Setidaknya, gambaran soal kesenjangan tersebut terlibat dalam laporan Kantor Operasional Wali Kota New York pada 2016. Laporan tersebut menyebutkan, tingkat kemiskinan imigran Asia paling tinggi di New York City. Dengan kata lain, warga Asia-Amerika dalam kenyataannya sangat miskin dibandingkan dengan warga lokal.
Putus rantai kekerasan
Untuk mengatasi persoalan sentimen anti-Asia, solusinya ada pada masyarakat dan perubahan narasi tentang satu sama lain supaya tercipta solidaritas antar-ras. Jeung menyarankan upaya masyarakat dan upaya membangun rasa solidaritas merupakan satu-satunya cara mencegah serangan rasial.
”Ini isu yang memengaruhi semua masyarakat dan kita harus memutus rantai kekerasan ini,” kata Jeung.
Jeung menilai bukan hanya langkah hukum yang harus dipertegas, melainkan juga model keadilan restoratif yang memutus siklus kekerasan, studi etnis untuk mengajar masyarakat tentang solidaritas rasial, upaya mediasi komunitas untuk tidak hanya meminta pertanggungjawaban orang, tetapi juga untuk bekerja sama menyelesaikan masalah.
Pemerintahan Biden didesak untuk segera menangani kejahatan rasial ini. Di saat bersamaan, Biden berbicara ke mana-mana mengajak seluruh dunia menentang diskriminasi rasial, seperti yang dialami komunitas minoritas Rohingya di Myanmar dan komunitas Uighur di China.
Ada baiknya pemerintahan Biden menangani isu kejahatan rasial di dalam negerinya sendiri dulu sebelum mengurus isu rasial di negara lain.

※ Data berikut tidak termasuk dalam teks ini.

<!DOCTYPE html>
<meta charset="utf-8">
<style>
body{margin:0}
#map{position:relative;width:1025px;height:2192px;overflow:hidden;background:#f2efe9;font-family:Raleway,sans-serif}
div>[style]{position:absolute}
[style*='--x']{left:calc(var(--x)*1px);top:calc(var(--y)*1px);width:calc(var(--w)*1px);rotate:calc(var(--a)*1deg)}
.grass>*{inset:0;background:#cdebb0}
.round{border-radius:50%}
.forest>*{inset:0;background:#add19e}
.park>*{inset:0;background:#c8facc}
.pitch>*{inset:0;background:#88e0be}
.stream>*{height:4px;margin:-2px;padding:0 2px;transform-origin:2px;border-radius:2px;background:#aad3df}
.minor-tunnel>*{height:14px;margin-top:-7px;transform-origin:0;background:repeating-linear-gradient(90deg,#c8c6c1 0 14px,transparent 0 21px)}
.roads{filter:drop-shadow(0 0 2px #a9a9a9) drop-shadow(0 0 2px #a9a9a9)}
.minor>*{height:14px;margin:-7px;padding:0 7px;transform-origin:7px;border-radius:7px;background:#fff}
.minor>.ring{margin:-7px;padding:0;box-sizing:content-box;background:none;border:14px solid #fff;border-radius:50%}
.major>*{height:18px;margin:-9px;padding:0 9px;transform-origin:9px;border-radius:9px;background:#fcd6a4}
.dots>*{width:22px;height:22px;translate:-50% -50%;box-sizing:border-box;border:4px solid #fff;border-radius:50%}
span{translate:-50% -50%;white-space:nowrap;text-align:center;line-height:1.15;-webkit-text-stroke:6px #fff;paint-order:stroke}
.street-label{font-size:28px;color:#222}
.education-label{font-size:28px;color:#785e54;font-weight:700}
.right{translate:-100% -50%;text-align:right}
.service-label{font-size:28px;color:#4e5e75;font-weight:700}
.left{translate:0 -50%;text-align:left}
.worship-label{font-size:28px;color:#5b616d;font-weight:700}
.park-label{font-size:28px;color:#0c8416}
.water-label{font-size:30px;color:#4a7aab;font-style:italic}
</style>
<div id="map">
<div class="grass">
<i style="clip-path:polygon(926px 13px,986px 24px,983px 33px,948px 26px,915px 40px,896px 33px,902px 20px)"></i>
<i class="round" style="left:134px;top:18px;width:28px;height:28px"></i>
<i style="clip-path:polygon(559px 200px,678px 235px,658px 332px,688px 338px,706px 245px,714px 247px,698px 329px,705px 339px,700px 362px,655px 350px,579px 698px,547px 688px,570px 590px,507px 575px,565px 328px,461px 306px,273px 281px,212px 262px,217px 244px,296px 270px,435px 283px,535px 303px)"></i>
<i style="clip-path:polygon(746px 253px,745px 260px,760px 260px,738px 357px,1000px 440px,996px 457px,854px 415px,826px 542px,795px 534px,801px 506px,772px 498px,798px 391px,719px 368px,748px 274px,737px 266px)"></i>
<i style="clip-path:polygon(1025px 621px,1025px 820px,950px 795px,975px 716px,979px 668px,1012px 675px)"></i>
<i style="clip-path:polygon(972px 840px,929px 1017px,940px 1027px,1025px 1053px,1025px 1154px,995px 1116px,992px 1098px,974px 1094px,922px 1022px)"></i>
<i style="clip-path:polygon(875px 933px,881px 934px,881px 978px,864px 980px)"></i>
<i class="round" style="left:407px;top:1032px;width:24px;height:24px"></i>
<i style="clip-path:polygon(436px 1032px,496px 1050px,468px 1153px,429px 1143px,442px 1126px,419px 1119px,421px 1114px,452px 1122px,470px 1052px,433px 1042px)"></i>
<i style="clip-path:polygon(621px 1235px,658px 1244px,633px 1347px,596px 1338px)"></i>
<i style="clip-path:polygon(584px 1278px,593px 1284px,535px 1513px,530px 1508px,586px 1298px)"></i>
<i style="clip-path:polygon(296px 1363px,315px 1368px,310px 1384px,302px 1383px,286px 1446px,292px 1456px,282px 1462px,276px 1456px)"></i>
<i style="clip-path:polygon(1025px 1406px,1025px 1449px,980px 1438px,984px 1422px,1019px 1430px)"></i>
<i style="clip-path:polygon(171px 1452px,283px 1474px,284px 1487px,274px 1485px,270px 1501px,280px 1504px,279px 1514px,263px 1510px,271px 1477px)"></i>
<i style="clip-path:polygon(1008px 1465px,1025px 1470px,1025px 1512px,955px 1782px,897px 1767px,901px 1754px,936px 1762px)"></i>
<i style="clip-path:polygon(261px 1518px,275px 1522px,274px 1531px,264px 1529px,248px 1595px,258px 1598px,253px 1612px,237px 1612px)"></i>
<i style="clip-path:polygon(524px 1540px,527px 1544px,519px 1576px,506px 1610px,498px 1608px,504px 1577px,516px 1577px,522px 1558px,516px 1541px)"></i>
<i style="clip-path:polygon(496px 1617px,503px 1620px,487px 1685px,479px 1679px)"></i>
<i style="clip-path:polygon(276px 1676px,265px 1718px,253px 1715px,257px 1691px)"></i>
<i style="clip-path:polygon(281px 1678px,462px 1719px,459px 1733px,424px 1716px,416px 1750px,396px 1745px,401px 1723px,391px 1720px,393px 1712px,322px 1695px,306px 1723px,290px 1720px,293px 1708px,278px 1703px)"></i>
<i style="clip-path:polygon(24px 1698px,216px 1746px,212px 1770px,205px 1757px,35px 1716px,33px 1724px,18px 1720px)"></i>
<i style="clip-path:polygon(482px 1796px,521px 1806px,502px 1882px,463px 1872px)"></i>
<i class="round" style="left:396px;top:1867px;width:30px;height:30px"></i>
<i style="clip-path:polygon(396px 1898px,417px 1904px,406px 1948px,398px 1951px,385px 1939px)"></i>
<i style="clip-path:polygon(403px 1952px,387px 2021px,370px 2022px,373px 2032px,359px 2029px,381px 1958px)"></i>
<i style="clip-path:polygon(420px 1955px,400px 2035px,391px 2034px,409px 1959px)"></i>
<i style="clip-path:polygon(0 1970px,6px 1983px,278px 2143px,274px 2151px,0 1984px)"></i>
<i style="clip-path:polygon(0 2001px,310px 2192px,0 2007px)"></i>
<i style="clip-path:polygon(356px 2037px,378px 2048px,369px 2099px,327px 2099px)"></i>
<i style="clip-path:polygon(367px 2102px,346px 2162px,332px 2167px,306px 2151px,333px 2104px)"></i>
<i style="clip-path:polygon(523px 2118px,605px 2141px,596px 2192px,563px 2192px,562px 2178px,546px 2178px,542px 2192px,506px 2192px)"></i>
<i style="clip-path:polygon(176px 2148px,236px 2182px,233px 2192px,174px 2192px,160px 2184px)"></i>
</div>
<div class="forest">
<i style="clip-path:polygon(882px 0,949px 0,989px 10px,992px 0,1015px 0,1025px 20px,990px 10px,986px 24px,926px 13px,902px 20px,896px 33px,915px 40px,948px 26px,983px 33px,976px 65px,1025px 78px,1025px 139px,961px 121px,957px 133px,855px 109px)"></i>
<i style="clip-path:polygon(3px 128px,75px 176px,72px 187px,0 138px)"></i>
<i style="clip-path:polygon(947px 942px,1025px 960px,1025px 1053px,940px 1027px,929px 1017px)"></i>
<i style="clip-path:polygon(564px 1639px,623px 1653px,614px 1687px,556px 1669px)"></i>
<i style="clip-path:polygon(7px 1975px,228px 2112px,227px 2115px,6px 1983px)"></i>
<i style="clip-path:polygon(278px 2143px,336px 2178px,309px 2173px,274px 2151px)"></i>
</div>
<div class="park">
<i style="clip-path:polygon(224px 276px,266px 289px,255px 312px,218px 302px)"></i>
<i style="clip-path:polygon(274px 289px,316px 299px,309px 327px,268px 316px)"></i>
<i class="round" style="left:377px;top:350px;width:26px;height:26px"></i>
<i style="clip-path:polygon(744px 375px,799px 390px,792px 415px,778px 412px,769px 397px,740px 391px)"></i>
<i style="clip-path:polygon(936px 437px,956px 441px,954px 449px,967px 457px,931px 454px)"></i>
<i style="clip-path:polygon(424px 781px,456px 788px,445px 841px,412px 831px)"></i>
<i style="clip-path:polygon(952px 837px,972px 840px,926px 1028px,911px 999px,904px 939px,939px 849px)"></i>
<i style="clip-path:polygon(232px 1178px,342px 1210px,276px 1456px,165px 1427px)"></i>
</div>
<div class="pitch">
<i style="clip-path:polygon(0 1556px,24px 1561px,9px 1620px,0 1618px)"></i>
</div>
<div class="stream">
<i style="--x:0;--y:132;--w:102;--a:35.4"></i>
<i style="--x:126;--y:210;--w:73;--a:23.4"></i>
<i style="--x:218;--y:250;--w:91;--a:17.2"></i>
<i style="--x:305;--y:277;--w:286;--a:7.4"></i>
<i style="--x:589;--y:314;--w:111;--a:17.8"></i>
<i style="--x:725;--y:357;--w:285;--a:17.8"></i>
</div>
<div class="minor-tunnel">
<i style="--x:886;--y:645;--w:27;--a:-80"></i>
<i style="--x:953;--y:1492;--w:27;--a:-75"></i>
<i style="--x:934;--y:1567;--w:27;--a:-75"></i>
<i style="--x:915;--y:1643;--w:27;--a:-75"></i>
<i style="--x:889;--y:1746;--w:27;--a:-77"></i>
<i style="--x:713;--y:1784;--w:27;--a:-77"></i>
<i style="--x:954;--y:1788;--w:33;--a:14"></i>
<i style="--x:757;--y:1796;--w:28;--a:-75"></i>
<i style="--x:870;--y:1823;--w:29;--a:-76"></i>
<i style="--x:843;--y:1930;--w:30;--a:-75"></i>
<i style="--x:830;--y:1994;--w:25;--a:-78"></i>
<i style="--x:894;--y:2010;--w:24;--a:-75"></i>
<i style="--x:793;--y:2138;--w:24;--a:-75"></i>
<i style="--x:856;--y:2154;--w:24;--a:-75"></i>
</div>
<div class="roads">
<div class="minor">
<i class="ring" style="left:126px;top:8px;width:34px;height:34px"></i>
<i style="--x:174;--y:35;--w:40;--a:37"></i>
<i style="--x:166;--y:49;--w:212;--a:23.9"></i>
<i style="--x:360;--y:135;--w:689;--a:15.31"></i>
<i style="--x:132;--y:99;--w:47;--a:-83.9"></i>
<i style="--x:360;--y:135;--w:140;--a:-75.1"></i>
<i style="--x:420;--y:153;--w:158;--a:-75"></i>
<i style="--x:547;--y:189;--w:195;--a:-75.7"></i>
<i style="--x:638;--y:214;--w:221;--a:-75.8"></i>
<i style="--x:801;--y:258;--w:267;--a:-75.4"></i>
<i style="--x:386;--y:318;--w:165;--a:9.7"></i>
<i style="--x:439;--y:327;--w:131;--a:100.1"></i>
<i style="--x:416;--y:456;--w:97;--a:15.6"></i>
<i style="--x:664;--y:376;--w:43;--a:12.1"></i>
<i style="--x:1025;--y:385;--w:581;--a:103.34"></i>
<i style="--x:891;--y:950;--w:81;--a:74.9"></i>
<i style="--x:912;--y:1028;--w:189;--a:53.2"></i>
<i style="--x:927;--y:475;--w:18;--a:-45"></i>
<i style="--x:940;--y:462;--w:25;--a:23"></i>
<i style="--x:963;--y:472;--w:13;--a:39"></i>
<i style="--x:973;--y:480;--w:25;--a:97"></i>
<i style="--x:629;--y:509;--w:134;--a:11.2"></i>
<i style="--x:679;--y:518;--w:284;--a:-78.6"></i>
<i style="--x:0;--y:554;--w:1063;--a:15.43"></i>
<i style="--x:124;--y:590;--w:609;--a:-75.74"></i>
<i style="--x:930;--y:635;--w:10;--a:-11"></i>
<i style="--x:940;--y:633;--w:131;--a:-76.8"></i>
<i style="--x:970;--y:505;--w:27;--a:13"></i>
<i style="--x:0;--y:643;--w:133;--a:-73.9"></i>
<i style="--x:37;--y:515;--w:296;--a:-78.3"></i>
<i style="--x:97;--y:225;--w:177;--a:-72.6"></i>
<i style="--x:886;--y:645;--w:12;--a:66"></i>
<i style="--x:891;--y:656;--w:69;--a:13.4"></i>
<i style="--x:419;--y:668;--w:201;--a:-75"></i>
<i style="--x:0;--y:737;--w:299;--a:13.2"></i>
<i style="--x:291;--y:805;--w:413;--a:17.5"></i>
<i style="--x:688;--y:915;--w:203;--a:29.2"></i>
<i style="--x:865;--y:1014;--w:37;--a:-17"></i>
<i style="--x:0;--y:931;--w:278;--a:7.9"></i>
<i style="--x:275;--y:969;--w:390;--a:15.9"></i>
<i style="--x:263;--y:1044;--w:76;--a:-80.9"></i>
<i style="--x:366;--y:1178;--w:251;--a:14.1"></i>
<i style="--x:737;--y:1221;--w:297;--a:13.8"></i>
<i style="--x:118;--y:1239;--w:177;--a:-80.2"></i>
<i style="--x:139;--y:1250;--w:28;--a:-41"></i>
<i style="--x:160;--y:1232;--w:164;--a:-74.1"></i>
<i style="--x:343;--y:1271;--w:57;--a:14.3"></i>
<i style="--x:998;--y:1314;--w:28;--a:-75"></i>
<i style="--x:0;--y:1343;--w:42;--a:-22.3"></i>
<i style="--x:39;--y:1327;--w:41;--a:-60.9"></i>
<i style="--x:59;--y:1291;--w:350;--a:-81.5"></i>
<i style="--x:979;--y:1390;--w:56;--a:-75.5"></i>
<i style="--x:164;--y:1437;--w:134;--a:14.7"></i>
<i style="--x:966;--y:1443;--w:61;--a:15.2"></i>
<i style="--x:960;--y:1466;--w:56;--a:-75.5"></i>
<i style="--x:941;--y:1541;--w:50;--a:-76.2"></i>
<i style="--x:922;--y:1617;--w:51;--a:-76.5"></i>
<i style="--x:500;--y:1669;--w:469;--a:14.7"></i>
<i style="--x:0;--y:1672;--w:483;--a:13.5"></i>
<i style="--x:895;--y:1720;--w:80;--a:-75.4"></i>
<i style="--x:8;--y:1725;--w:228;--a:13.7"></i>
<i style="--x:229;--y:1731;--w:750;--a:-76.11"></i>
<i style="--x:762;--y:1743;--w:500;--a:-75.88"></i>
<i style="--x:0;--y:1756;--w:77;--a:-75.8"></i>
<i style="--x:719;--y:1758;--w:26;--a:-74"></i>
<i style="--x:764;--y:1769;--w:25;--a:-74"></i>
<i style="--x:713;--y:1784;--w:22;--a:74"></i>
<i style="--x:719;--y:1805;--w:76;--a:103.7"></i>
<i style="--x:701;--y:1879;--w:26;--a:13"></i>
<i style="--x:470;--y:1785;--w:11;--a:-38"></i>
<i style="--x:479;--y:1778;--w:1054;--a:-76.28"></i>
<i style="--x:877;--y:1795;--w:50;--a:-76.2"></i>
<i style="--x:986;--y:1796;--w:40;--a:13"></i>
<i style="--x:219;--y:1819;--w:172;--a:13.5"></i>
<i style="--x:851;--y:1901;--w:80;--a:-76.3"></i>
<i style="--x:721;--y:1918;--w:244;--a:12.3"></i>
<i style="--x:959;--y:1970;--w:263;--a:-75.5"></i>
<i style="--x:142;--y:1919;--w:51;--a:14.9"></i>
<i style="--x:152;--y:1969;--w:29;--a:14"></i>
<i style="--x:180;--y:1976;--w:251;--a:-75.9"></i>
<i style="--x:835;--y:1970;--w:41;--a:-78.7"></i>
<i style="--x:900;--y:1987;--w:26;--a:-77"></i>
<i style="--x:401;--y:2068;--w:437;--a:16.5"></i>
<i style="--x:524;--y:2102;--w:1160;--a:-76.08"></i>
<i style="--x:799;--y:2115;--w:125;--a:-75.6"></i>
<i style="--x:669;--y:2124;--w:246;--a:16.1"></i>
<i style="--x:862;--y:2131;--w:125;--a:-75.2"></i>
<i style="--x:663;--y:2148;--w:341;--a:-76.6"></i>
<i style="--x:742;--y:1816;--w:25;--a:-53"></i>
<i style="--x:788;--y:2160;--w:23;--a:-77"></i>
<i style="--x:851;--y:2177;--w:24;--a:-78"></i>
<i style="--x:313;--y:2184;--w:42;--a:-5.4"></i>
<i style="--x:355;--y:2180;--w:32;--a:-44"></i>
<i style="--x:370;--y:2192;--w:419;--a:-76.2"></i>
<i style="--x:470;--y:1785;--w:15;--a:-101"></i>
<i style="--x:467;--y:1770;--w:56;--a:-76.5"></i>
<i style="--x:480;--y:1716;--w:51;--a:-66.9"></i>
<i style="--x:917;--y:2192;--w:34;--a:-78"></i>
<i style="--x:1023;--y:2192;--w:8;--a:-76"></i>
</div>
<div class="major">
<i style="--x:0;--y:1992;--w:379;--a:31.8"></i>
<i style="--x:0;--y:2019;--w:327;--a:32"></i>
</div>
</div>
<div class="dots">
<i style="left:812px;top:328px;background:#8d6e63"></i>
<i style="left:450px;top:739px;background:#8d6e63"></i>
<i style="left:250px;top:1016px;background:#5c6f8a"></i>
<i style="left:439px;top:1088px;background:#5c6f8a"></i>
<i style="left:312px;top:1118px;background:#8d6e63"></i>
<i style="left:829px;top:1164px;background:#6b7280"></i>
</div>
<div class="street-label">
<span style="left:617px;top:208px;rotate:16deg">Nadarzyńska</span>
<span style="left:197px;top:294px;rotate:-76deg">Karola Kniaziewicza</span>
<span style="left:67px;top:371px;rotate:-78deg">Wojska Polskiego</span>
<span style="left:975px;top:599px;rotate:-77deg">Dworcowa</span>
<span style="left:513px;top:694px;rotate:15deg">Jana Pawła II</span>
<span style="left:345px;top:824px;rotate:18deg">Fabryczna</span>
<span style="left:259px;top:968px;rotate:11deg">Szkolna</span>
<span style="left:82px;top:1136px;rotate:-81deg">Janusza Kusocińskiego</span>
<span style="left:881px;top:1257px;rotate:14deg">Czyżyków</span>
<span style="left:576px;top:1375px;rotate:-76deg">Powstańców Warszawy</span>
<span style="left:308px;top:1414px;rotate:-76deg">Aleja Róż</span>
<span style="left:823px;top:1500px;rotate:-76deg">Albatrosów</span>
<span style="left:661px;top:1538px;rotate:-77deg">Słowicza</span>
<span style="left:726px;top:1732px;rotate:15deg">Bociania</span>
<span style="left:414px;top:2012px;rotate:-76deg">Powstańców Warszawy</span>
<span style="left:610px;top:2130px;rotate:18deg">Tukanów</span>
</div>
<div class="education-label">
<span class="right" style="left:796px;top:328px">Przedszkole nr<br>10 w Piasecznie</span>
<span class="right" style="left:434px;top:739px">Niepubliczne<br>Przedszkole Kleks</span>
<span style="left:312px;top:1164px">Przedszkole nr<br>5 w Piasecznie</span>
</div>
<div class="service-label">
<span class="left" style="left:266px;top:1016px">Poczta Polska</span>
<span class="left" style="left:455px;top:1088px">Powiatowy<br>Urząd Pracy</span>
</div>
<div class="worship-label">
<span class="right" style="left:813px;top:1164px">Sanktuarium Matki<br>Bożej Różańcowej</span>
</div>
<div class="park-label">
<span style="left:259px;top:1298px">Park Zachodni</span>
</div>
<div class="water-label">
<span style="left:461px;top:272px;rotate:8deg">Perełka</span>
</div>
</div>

Baca juga: Akui Rasisme Nyata di AS, Biden-Harris Kecam Keras Kebencian Anti-Asia
Associate Professor di Studi Asia Amerika UC Berkeley, Lok Siu, menjelaskan, kejahatan rasial yang kerap didorong oleh xenofobia anti-Asia sudah menjadi praktik struktural AS di masa-masa krisis. Rasisme anti-Asia dari waktu ke waktu bentuknya berubah, tetapi tetap ada karena warga Asia-Amerika selalu dianggap ”orang luar” sehingga bukan bagian dari AS.
”Sentimen anti-AS dan kejahatan rasial selalu terjadi di saat krisis sosial terjadi,” ujarnya.
Struktur ekonomi dan sistem kapitalisme AS bisa menyebabkan kejahatan rasial. Kasus kejahatan rasial bukan persoalan yang tiba-tiba muncul, tetapi sudah mendarah daging di AS sejak akhir 1800-an.
Pada waktu itu, banyak orang China datang ke AS untuk bekerja di pembangunan rel kereta. Antara tahun 1870-an dan 1880-an, sedikitnya 150 kerusuhan anti-China terjadi di sejumlah daerah di AS.
Ratusan orang tewas dibunuh dan hampir semua permukiman warga China dibakar karena kemarahan warga AS yang menuding warga China telah merampas pekerjaan warga kulit putih dan juga membawa penyakit.
Hal yang sama terjadi sekarang. Di saat rakyat AS tengah frustrasi dengan pandemi Covid-19 dan dampaknya pada pekerjaan dan perekonomian, warga AS menumpahkan kekesalannya kepada warga Asia-Amerika yang dijadikan kambing hitam atas segala kesulitan yang dialami AS. Kejahatan rasial dimotivasi oleh prasangka buruk dan bias terhadap korban. (REUTERS/AFP/AP)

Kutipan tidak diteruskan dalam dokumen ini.